3 Corpus Preparation

The general preparation workflow of the corpus has been described in Blätte, Rakers, and Leonhardt (2022) and follows the established triad of “Preprocessing”, “XMLification” and “Consolidation” which has also been used for the previous version of the corpus (Blätte and Blessing 2018). These three steps are described in more detail in the following section.

3.1 Data Collection

For the period of time not already covered by the existing GermaParl data, raw data is downloaded from the Open Data Website of the German Bundestag. For all these legislative periods the data is downloaded in the XML format provided by the German Bundestag on 2023-02-24 and 2023-05-16. For a list of used resources including the precise download source, see the section on data sources.

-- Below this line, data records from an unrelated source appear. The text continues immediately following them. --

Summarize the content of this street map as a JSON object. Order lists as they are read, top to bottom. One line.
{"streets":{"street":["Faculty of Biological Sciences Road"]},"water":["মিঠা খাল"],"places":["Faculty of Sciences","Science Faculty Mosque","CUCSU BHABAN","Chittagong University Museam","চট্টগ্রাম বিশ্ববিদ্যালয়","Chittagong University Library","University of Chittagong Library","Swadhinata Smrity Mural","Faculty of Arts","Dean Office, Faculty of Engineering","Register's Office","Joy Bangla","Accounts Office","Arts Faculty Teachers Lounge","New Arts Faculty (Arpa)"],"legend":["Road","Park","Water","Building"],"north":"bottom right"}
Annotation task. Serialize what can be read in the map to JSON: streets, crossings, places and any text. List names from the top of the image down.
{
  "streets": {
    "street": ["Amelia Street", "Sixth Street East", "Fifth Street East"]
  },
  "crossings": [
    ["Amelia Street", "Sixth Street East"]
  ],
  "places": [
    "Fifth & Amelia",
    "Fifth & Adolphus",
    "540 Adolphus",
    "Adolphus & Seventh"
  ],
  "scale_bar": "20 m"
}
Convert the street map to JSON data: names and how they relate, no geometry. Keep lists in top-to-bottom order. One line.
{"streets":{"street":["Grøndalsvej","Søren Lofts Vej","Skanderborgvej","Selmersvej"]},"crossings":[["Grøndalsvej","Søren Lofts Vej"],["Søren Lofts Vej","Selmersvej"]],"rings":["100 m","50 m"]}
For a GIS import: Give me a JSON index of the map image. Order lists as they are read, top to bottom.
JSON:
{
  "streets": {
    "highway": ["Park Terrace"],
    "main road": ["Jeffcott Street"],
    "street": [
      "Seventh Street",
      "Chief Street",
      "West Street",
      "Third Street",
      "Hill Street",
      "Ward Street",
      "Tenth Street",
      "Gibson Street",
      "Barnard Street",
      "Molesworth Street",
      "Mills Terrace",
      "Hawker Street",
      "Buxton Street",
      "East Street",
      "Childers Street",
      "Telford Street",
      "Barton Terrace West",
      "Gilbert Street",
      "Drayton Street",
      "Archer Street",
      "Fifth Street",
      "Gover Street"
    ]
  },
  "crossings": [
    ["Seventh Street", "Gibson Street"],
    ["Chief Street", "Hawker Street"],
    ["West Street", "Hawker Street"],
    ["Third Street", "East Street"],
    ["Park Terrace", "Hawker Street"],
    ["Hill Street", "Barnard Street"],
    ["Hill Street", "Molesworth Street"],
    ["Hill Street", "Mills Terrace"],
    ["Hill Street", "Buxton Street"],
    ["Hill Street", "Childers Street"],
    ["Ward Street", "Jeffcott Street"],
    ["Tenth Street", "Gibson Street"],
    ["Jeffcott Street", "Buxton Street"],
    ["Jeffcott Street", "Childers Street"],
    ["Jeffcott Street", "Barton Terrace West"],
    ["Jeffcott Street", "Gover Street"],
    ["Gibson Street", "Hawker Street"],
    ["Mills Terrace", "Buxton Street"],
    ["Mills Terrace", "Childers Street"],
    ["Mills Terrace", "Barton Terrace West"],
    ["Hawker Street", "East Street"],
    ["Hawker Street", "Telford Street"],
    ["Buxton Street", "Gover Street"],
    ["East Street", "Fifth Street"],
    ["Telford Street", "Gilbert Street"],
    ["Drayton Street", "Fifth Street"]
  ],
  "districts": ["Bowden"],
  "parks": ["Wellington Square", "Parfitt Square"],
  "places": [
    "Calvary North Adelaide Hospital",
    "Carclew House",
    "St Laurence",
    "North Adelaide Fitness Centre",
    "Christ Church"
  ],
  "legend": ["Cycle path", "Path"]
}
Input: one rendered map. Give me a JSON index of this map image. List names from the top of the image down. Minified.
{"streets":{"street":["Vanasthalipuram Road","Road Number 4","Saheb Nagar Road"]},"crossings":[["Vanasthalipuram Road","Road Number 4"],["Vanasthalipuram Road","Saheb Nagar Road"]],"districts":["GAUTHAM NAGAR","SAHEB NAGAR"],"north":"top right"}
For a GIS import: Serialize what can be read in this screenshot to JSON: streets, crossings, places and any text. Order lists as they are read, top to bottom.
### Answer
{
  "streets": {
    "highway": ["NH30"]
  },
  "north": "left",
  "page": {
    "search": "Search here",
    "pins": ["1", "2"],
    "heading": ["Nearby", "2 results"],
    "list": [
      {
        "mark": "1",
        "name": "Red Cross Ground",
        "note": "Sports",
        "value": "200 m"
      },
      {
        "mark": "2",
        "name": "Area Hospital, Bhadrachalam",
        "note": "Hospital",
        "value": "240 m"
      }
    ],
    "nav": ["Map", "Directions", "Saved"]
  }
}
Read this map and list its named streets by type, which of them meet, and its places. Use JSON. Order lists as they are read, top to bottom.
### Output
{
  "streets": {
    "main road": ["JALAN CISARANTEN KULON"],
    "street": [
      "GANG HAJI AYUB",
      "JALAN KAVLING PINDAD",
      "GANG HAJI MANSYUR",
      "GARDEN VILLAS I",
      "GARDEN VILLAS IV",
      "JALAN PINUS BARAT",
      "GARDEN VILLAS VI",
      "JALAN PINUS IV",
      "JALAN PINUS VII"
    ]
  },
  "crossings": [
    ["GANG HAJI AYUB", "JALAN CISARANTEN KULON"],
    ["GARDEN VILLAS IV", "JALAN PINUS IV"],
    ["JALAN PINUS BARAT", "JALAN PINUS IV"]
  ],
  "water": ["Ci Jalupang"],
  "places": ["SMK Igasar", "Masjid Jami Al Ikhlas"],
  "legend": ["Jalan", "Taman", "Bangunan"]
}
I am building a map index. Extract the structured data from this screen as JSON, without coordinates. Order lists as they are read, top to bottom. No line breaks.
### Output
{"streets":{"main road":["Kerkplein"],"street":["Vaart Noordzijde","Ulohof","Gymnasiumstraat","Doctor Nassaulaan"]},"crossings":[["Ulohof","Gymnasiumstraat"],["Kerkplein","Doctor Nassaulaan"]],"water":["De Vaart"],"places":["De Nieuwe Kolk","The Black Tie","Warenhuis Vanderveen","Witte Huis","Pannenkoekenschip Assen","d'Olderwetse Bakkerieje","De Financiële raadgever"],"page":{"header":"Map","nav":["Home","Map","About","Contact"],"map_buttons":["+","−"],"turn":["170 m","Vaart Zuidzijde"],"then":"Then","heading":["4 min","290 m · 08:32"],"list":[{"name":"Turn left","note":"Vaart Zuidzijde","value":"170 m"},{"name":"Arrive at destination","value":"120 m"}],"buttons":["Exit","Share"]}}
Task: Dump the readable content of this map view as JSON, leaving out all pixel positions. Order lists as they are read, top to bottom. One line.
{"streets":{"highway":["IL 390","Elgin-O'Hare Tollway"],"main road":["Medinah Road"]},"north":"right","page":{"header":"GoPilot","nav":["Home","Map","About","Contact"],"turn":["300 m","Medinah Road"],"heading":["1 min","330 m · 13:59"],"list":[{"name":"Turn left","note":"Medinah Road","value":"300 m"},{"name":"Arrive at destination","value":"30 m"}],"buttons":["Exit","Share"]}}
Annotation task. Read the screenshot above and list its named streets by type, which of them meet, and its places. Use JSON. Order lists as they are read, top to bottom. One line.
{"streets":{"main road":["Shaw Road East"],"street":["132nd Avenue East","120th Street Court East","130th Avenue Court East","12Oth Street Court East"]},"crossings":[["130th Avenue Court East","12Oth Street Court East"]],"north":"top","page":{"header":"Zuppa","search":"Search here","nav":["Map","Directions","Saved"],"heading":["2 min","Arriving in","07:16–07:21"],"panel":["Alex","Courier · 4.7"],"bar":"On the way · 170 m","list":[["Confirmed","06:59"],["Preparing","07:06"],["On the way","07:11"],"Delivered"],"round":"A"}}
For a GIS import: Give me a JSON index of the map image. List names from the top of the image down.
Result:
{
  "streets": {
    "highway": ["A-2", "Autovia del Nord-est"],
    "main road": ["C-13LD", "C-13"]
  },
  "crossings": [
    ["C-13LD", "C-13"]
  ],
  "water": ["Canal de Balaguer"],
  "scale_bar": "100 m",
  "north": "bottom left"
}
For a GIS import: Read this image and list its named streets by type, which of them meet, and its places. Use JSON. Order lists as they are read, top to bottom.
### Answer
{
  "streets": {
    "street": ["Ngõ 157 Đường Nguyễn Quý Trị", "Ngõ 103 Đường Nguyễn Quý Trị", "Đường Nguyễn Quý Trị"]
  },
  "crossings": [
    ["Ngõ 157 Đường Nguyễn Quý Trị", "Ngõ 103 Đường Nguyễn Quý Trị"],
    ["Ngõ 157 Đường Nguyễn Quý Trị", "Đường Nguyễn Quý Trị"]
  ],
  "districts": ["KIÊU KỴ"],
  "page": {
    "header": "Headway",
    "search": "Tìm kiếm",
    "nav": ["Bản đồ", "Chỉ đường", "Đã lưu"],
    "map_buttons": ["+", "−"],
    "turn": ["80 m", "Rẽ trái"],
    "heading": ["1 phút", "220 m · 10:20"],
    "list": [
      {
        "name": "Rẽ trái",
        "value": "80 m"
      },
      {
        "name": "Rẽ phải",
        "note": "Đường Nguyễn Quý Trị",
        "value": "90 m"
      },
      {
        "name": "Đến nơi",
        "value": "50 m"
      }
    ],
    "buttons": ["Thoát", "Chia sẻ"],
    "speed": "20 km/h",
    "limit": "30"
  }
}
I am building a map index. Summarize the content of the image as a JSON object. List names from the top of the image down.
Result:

Until the 18th legislative period, the entire text of one protocol is encoded in a single text node. Metadata is added as a rudimentary XML header containing some document-level metadata such as the date, legislative period and session number of the meeting. While this means that the initial two-column layout offered by the PDF version of the raw data is already resolved and margin column are already removed, header lines (containing the page number, among other things) are still part of the text and must be removed. Crucially, structural annotation is not offered apart from very limited document-level metadata in these XML files.

For the period of time covered by the previous version of GermaParl, the same raw data as in its initial preparation is used. More precisely, this comprises txt files from the 86th session of the 13th legislative period until the 210th session of the 18th legislative period which have been downloaded from the archives of the German Bundestag along with the remainder of the 18th legislative period. As already mentioned in Blätte and Blessing (2018), these txt files were not available for all sessions in this period. To fill a gap between the end of the 16th and the beginning of the 17th legislative period, PDF files were retrieved from the Bundestag.

Beginning with the 19th legislative period, the Bundestag offers a thoroughly structurally annotated XML format which necessitates a different data preparation approach which is described in section 3.5. The data preparation is presented in the following.

3.2 Preprocessing

For each legislative period, the first step is to extract the actual content from the documents. This involves both removing elements of the retrieved text which are not actually part of the parliamentary proceedings such as table of contents or appendices as well as other layout elements which do not represent speeches.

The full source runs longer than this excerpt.